#### To do
The expected output is a copy of every line in the records with the string "guide".

Data records
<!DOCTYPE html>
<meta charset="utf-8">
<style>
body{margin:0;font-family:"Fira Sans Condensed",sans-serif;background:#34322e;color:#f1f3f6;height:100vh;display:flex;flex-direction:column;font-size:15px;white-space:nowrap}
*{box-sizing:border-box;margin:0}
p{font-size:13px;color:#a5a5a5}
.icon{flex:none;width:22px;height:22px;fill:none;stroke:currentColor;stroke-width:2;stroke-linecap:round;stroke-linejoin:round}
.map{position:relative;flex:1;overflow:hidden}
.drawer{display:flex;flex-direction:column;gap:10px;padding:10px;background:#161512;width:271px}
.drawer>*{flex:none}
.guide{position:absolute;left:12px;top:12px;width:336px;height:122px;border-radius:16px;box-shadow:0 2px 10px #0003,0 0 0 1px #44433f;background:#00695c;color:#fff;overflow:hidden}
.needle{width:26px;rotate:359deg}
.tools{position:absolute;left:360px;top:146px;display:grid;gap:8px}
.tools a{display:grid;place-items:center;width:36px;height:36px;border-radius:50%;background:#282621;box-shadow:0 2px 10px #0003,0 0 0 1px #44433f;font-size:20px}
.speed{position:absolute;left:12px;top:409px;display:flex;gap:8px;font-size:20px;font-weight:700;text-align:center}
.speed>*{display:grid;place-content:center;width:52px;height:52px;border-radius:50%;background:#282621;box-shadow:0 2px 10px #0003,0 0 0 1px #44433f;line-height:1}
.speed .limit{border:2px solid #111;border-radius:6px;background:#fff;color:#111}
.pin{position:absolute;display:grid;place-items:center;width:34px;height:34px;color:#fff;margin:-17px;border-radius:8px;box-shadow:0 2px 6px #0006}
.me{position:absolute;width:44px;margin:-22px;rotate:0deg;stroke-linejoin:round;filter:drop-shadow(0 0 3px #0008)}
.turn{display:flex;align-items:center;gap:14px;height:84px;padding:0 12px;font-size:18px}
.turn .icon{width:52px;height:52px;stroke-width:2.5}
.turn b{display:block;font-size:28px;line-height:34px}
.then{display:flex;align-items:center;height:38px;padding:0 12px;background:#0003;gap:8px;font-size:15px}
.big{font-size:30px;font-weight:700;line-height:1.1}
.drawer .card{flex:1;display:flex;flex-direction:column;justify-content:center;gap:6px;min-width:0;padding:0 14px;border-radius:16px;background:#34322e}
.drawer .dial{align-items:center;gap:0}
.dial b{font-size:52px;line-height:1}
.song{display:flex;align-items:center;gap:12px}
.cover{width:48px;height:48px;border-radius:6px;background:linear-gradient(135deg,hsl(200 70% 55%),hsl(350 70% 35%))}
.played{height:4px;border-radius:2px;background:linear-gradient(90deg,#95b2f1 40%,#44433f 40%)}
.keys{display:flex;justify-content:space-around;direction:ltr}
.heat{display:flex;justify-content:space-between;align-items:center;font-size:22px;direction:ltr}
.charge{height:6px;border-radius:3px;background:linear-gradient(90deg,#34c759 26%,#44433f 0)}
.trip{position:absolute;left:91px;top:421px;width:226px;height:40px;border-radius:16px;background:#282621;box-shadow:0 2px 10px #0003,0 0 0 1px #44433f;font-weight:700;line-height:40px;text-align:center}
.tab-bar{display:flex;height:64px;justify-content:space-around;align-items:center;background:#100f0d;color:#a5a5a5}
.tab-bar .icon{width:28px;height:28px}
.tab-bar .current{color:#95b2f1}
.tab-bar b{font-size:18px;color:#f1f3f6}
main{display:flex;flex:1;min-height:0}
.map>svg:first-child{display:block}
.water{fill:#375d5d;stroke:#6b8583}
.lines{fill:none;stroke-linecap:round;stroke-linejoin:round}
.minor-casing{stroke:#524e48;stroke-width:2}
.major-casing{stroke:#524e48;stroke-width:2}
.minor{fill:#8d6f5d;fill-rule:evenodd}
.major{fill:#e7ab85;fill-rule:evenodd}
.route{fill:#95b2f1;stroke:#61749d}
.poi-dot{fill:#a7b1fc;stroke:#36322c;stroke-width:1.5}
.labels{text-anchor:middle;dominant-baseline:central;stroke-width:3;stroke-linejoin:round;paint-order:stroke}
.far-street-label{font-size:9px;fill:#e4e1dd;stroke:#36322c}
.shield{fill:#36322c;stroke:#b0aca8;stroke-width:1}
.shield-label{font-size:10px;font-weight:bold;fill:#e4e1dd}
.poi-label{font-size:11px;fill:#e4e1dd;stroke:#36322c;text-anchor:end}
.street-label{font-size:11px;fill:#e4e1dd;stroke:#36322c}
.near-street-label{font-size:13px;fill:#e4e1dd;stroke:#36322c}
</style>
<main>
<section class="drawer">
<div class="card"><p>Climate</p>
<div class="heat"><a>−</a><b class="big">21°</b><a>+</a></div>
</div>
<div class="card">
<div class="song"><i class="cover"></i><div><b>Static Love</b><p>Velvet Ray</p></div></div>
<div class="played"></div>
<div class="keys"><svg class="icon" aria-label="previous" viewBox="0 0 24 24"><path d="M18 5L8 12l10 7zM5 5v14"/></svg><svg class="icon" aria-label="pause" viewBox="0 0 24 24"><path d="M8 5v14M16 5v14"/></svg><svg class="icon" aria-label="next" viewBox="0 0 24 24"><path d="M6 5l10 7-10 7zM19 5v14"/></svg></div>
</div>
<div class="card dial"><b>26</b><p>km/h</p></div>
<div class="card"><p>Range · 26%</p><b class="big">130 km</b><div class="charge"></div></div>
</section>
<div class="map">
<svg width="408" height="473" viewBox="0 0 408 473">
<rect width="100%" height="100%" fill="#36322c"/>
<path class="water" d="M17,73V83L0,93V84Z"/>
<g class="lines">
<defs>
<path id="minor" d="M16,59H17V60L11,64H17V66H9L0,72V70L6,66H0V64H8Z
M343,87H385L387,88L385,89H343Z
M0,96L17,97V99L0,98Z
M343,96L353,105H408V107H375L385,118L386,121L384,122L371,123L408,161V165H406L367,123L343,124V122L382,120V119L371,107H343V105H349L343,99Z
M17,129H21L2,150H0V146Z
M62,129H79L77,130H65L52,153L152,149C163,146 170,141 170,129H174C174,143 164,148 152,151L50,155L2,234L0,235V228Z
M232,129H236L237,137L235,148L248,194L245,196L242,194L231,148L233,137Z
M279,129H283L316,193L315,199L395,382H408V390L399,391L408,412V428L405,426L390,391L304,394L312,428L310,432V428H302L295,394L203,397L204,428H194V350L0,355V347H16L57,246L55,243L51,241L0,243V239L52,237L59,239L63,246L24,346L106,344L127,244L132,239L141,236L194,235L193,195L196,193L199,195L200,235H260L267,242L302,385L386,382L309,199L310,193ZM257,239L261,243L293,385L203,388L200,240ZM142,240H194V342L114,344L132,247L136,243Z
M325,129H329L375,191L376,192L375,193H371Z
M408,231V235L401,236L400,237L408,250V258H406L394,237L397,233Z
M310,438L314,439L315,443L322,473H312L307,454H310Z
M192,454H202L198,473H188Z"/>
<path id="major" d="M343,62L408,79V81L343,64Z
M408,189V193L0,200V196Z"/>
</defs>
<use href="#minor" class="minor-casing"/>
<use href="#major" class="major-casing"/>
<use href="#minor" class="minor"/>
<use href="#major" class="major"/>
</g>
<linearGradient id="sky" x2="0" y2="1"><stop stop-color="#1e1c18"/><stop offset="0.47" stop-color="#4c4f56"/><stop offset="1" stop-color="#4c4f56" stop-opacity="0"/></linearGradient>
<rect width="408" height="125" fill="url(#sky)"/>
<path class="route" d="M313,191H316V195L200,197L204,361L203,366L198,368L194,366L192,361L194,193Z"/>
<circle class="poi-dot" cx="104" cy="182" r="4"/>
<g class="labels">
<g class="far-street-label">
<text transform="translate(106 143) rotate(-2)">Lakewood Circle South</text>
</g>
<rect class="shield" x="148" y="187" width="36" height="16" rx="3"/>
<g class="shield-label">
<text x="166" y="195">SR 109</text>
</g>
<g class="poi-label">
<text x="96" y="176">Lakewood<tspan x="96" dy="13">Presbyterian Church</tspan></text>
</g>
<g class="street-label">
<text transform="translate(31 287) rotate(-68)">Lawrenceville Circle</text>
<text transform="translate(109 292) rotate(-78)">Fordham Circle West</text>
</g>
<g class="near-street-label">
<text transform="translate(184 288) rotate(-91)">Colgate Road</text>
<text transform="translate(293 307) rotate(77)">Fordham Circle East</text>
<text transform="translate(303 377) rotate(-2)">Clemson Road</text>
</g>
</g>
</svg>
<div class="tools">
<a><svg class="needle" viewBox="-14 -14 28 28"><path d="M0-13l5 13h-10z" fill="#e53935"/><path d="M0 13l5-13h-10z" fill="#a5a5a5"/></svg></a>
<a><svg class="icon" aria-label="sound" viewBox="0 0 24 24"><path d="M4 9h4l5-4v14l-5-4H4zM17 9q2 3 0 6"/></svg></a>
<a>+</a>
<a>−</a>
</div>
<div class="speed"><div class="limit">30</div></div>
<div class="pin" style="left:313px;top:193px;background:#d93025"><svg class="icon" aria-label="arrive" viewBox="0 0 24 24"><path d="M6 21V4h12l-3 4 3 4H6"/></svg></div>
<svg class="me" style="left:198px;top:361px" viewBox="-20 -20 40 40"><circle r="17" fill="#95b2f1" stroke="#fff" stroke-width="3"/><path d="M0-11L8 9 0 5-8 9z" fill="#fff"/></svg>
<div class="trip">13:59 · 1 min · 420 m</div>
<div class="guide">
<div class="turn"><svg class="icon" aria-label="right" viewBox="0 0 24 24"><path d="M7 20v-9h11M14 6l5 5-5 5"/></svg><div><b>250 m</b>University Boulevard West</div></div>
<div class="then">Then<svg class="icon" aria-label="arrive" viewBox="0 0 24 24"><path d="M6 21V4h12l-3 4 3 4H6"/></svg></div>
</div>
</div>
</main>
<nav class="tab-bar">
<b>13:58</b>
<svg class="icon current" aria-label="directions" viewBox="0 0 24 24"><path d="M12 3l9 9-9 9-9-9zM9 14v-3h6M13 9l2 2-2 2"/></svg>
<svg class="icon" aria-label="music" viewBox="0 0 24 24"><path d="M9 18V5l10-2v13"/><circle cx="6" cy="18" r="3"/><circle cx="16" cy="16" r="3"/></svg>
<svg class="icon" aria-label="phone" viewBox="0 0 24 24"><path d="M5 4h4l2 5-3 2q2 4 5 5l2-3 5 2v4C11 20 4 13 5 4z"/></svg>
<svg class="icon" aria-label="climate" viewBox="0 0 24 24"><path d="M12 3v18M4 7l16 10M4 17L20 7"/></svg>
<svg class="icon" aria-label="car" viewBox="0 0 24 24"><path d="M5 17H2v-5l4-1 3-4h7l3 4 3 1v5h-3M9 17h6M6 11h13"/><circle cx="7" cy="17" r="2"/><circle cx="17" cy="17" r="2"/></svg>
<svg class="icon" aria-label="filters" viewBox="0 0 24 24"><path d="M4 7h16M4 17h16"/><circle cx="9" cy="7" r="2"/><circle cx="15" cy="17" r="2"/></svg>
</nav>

#### Result for this exercise
.guide{position:absolute;left:12px;top:12px;width:336px;height:122px;border-radius:16px;box-shadow:0 2px 10px #0003,0 0 0 1px #44433f;background:#00695c;color:#fff;overflow:hidden}
<div class="guide">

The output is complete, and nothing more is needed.